:: Exercise brief ::
In the entries below, find every line with the string "screenshot" and copy it.

Dataset entries
━━━

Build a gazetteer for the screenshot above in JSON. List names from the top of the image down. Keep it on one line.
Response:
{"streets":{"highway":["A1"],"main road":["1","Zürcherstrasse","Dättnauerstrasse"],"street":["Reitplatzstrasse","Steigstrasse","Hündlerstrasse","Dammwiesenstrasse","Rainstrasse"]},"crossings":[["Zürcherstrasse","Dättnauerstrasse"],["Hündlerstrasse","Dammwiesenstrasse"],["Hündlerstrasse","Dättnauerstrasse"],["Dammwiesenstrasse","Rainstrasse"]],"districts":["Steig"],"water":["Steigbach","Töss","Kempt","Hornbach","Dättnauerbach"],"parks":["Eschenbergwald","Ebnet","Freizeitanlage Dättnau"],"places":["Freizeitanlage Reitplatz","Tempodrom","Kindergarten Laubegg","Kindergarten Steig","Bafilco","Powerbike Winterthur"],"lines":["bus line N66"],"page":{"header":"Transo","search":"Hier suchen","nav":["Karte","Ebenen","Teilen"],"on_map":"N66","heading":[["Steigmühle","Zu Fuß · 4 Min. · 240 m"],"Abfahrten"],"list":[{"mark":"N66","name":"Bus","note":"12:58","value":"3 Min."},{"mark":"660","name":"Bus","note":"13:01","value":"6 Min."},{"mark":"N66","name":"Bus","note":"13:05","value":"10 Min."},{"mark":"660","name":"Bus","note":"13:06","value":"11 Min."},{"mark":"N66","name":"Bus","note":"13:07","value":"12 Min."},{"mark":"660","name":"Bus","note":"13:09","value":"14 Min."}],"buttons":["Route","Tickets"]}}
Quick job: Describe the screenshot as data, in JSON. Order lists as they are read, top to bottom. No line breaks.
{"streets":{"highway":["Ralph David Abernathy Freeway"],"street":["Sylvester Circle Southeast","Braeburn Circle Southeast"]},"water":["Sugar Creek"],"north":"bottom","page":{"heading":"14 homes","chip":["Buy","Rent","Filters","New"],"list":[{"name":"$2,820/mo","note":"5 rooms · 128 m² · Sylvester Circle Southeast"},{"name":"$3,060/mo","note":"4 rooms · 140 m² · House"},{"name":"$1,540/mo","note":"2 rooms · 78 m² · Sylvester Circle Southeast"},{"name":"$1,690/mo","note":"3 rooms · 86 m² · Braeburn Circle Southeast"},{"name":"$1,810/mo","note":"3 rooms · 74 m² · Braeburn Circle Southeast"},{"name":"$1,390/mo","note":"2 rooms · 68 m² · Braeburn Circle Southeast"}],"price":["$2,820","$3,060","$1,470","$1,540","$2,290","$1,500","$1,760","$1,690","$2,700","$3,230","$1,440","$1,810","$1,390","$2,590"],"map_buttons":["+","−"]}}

━━━

:: Answer to this problem ::
Build a gazetteer for the screenshot above in JSON. List names from the top of the image down. Keep it on one line.
Quick job: Describe the screenshot as data, in JSON. Order lists as they are read, top to bottom. No line breaks.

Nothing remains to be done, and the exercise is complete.